Here is what you are trying to convince me of. But I'm not
here to persuade you to use a technology. Simply to convince you that
you can use it if you want to or need to, and that perl is damn
good at the job.
But I never disagreed with that. In fact I already am convinced
that I can use XML. Furthermore I know I can use Perl for that.
Remember my opinion that, XML solves problems I don't have, doesn't
solve problems I do have, and creates problems I didn't have?
Do you think I had that opinion in a vacuum?
Of course not! I and some co-workers did several small XML
projects. We asked whether this tool was useful for us. And our
conclusion was that it wasn't right now, so we didn't push it farther.

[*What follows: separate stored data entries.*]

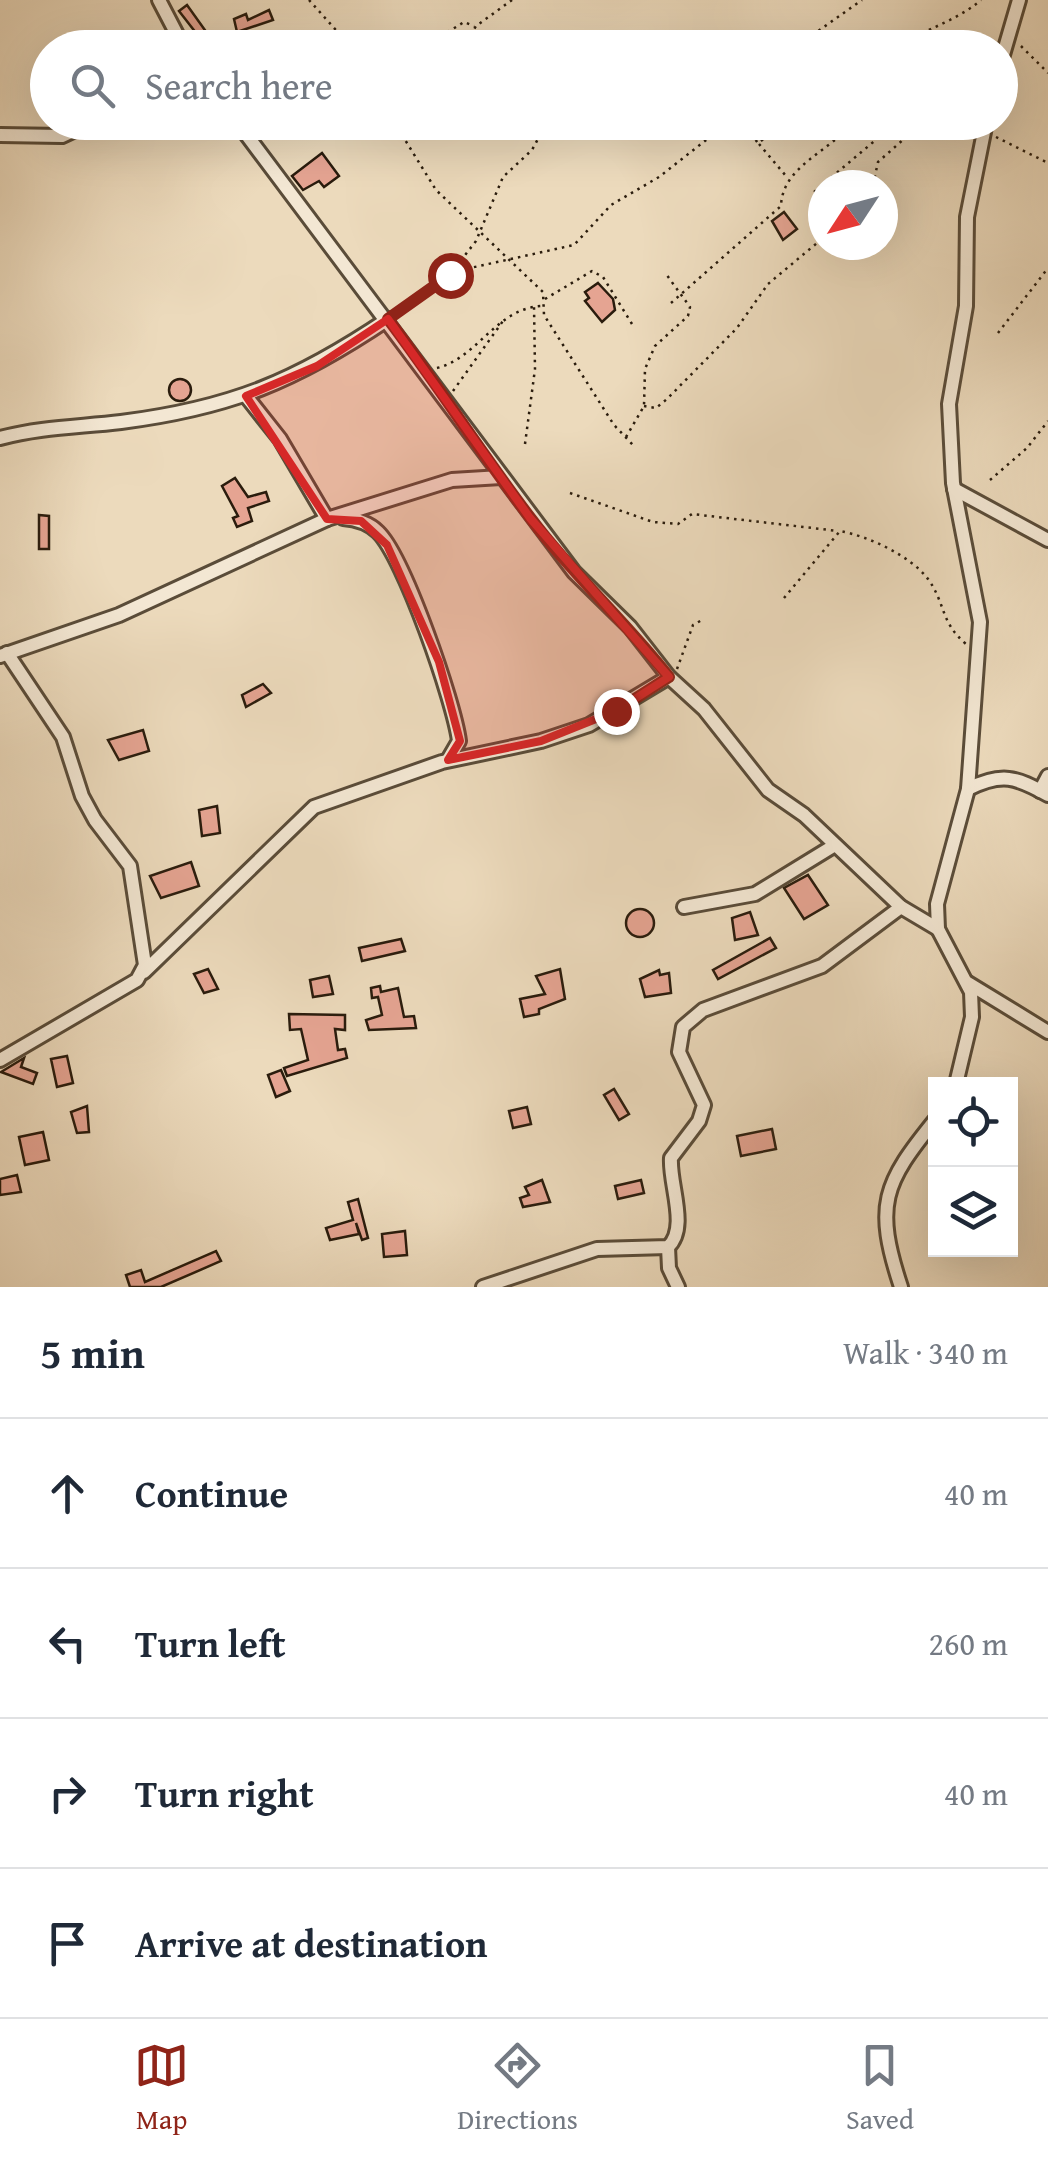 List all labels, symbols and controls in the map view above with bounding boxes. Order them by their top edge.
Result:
search box [30,30,1018,140]
text: Search here [145,57,333,113]
icon: search [65,58,120,113]
north arrow [808,170,898,260]
route start [428,253,474,299]
route end [594,689,640,735]
map controls [928,1077,1018,1257]
button: locate [928,1077,1018,1167]
button: layers [928,1167,1018,1257]
text: 5 min [40,1322,145,1383]
text: Walk · 340 m [843,1329,1008,1376]
text: Continue [135,1465,288,1521]
icon: ahead [40,1466,95,1521]
text: 40 m [944,1470,1008,1517]
text: Turn left [135,1615,286,1671]
icon: left [40,1616,95,1671]
text: 260 m [929,1620,1008,1667]
text: Turn right [135,1765,314,1821]
icon: right [40,1766,95,1821]
text: 40 m [944,1770,1008,1817]
text: Arrive at destination [135,1915,488,1971]
icon: arrive [40,1916,95,1971]
tab: Map [134,2038,189,2139]
tab: Directions [457,2038,578,2139]
tab: Saved [846,2038,914,2139]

This is the opposite of your unfounded insult that I would rather
not think about it or learn about it.
You may not like my conclusions, but that is no reason to insult me.
Now the only point that you offered that would possibly matter to me is
what would happen if I ran across a customer who only will accept XML.

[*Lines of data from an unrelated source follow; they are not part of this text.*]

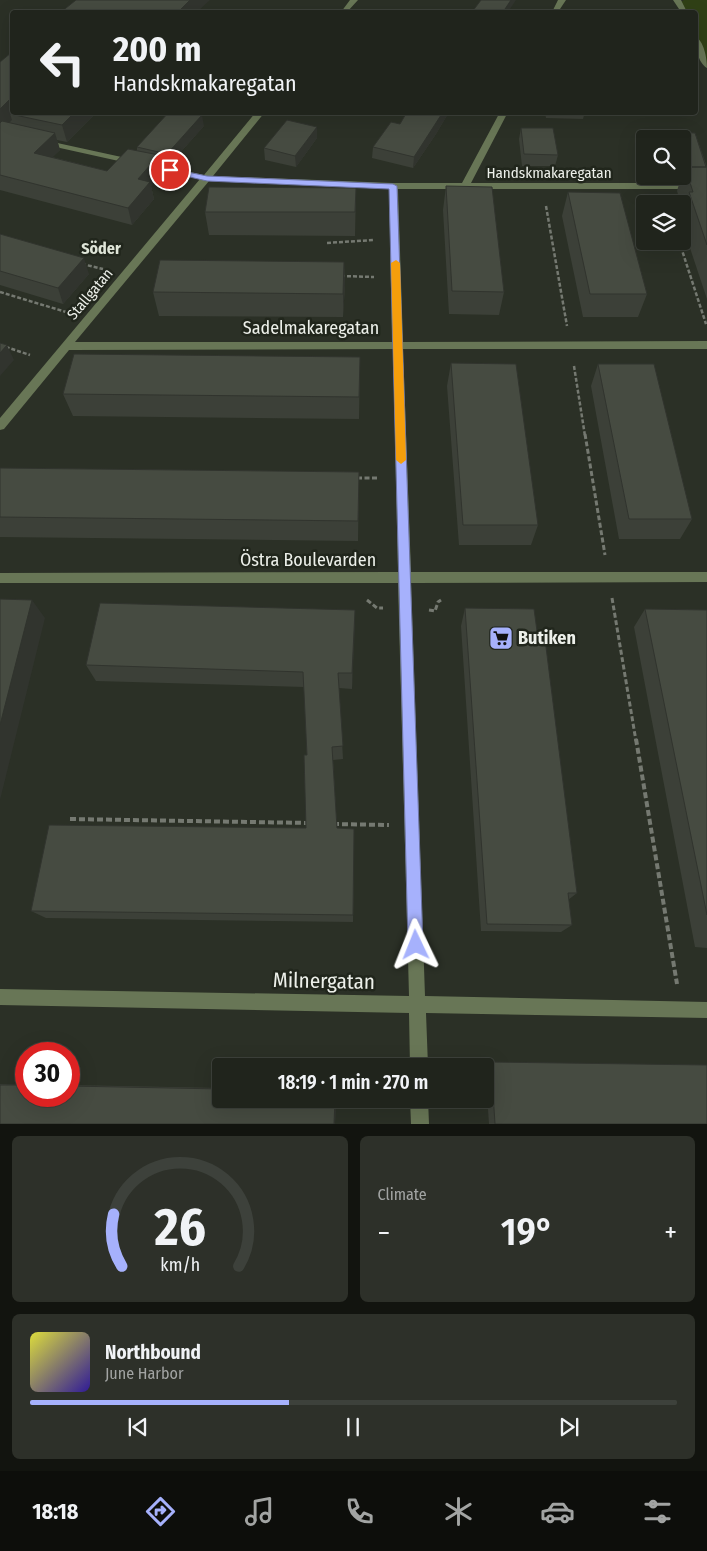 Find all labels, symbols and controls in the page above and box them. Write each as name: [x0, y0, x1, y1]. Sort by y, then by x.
text: 200 m: [113, 28, 201, 70]
icon: left: [30, 30, 95, 95]
text: Handskmakaregatan: [113, 70, 297, 97]
map controls: [636, 130, 691, 250]
button: search: [636, 130, 691, 185]
pin: [149, 149, 191, 191]
icon: arrive: [156, 156, 184, 184]
street label: Handskmakaregatan: [486, 164, 612, 182]
button: layers: [636, 195, 691, 250]
district label: Söder: [81, 239, 121, 258]
street label: Stallgatan: [63, 265, 117, 323]
street label: Sadelmakaregatan: [243, 317, 379, 339]
street label: Östra Boulevarden: [240, 549, 376, 571]
supermarket icon: Butiken: [488, 625, 514, 651]
place label: Butiken: [518, 627, 576, 649]
position arrow: [389, 918, 441, 970]
street label: Milnergatan: [273, 967, 375, 995]
speed limit sign: 30: [15, 1042, 80, 1107]
text: 18:19 · 1 min · 270 m: [278, 1071, 428, 1094]
text: Climate: [378, 1185, 427, 1204]
text: 26: [153, 1196, 205, 1259]
text: 19°: [501, 1209, 554, 1255]
text: −: [378, 1216, 390, 1249]
text: +: [664, 1216, 677, 1249]
text: km/h: [160, 1254, 200, 1276]
text: Northbound: [105, 1341, 201, 1364]
text: June Harbor: [105, 1364, 183, 1383]
icon: previous: [124, 1413, 152, 1441]
icon: pause: [339, 1413, 367, 1441]
icon: next: [555, 1413, 583, 1441]
icon: directions: [143, 1494, 178, 1529]
icon: music: [242, 1494, 277, 1529]
icon: phone: [342, 1494, 377, 1529]
icon: climate: [441, 1494, 476, 1529]
icon: car: [540, 1494, 575, 1529]
icon: filters: [640, 1494, 675, 1529]
text: 18:18: [32, 1498, 78, 1525]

My attitude is that I will burn that bridge when I come to it. As it
stands, said customer would be shooting themselves in the foot since
they would be refusing to exchange files in the standard formats for
the industry they are in. But even so, when we need to we can produce
XML. I know that because we did some trial products and had no problem
doing so.
In the mean time I will worry about the real customers I do have, and
not the hypothetical ones I don't. History shows that businesses that
pay more attention to hypothetical customers than existing ones tend to
go out of business, and I would rather not face that. (As I write this
a sales guy just cheered over a verbal commitment for another long-term
contract.)
Which leads back to the fact that what you apparently want out of me is
very different than what you claim to want to convince me of. You
claimed I should believe that Perl is fine for XML. What it seems you
really want is for me to drink the XML kool-aide then go out, use it
and tell the world that Perl is great for XML. You aren't addressing
the fact that I see costs and little to no benefit in doing so. You
give me no reason I agree with to do so. But you want me to do it.

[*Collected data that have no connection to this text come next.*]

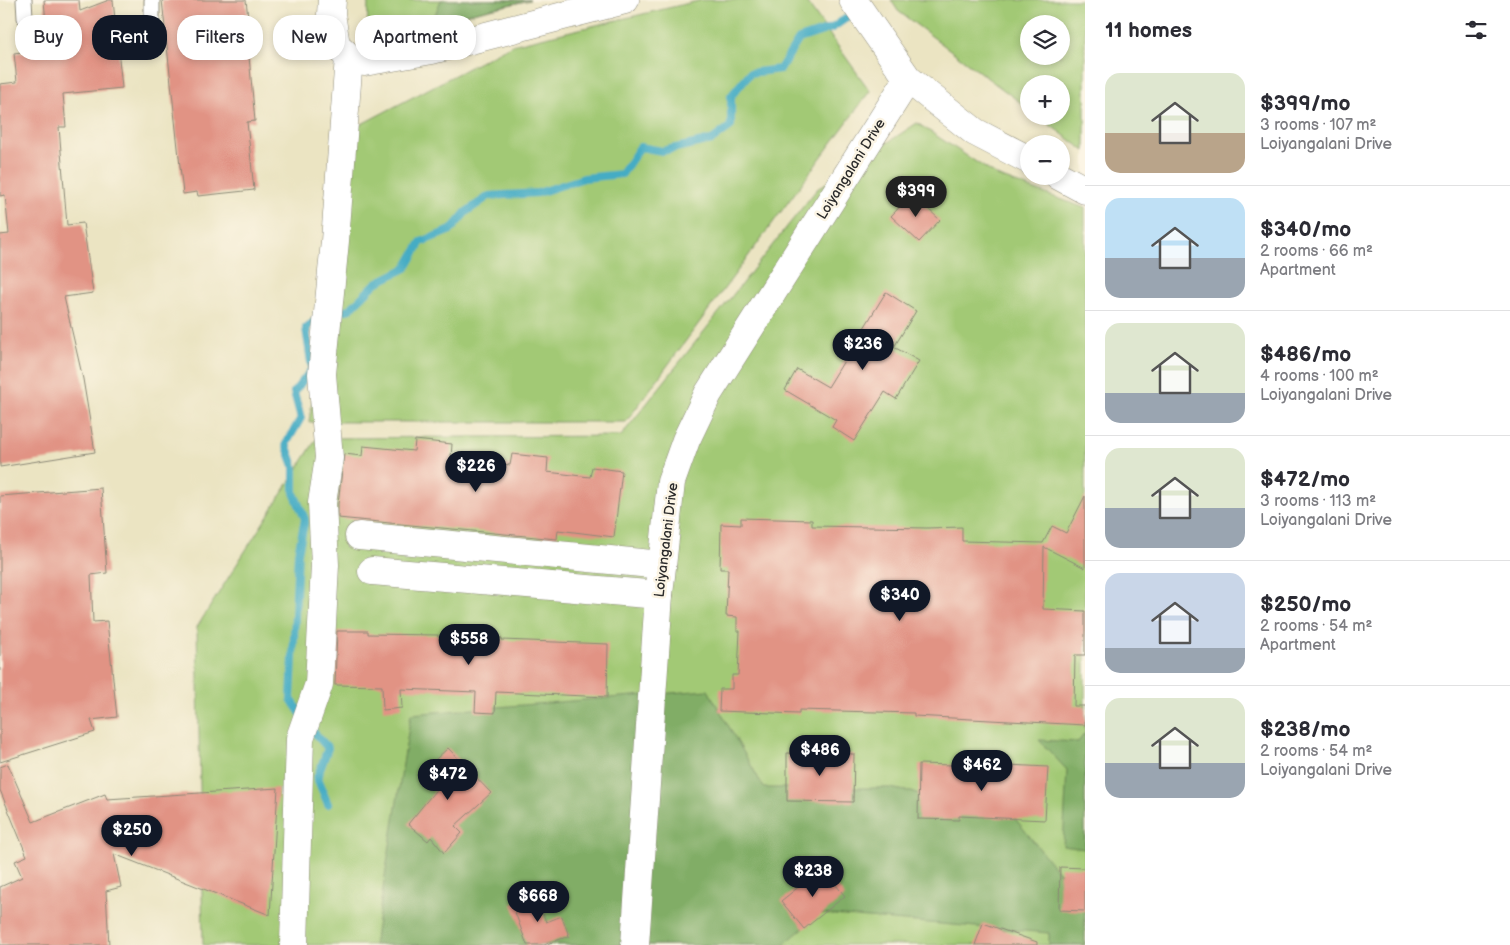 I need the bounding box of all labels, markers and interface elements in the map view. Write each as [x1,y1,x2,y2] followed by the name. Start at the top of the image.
[15,15,82,60] chip: Buy
[92,15,167,60] chip: Rent
[177,15,263,60] chip: Filters
[273,15,345,60] chip: New
[355,15,476,60] chip: Apartment
[1020,15,1070,185] map controls
[1020,15,1070,65] button: layers
[1462,16,1490,44] icon: filters
[1105,18,1192,43] text: 11 homes
[1020,75,1070,125] button: +
[1260,91,1350,116] text: $399/mo
[1145,93,1205,153] icon: home
[813,116,889,222] street label: Loiyangalani Drive
[1260,116,1376,135] text: 3 rooms · 107 m²
[1020,135,1070,185] button: −
[1260,135,1392,154] text: Loiyangalani Drive
[886,176,946,218] pin: $399
[897,182,935,201] text: $399
[1260,217,1351,242] text: $340/mo
[1145,218,1205,278] icon: home
[1260,242,1373,261] text: 2 rooms · 66 m²
[1260,261,1336,280] text: Apartment
[833,328,893,371] pin: $236
[844,335,882,354] text: $236
[1260,342,1351,367] text: $486/mo
[1145,343,1205,403] icon: home
[1260,367,1379,386] text: 4 rooms · 100 m²
[1260,386,1392,405] text: Loiyangalani Drive
[446,450,506,493] pin: $226
[456,457,496,476] text: $226
[1260,467,1350,492] text: $472/mo
[1145,468,1205,528] icon: home
[651,482,681,598] street label: Loiyangalani Drive
[1260,492,1376,511] text: 3 rooms · 113 m²
[1260,511,1392,530] text: Loiyangalani Drive
[870,580,930,622] pin: $340
[880,586,920,605] text: $340
[1260,592,1351,617] text: $250/mo
[1145,593,1205,653] icon: home
[1260,617,1372,636] text: 2 rooms · 54 m²
[439,624,499,666] pin: $558
[450,630,488,649] text: $558
[1260,636,1336,655] text: Apartment
[1260,717,1351,742] text: $238/mo
[1145,718,1205,778] icon: home
[790,734,850,777] pin: $486
[800,741,840,760] text: $486
[1260,742,1372,761] text: 2 rooms · 54 m²
[952,750,1012,792] pin: $462
[962,756,1002,775] text: $462
[418,758,478,801] pin: $472
[1260,761,1392,780] text: Loiyangalani Drive
[429,765,467,784] text: $472
[102,814,162,857] pin: $250
[112,821,152,840] text: $250
[783,856,843,898] pin: $238
[794,862,832,881] text: $238
[508,880,568,923] pin: $668
[518,887,558,906] text: $668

You are claiming that it is important from a marketing point of view for
Perl to push XML because XML is a defacto standard. There is a
difference of belief here. My belief, based on actual customers, is
that you don't need to market yourself as XML everything to get
business. My further belief is that being productive, and my assisting
others to be productive, is a more effective way to market Perl in the
long run. (It certainly has been a more effective way to market it in
the short run for me.) My final belief is that working in a swamp of
buzzword soup is generally painful and no fun. Even if you convinced
me that it was absolutely essential to The Future Of Perl for me to do
so (which you have not), then you would have only convinced me that I
want to find something other than Perl to do in the long run.
In short, I understand perfectly well that you can do XML in Perl. I
don't think it is worthwhile to do it, and won't spent any energy
beyond basic exploration until I am convinced otherwise.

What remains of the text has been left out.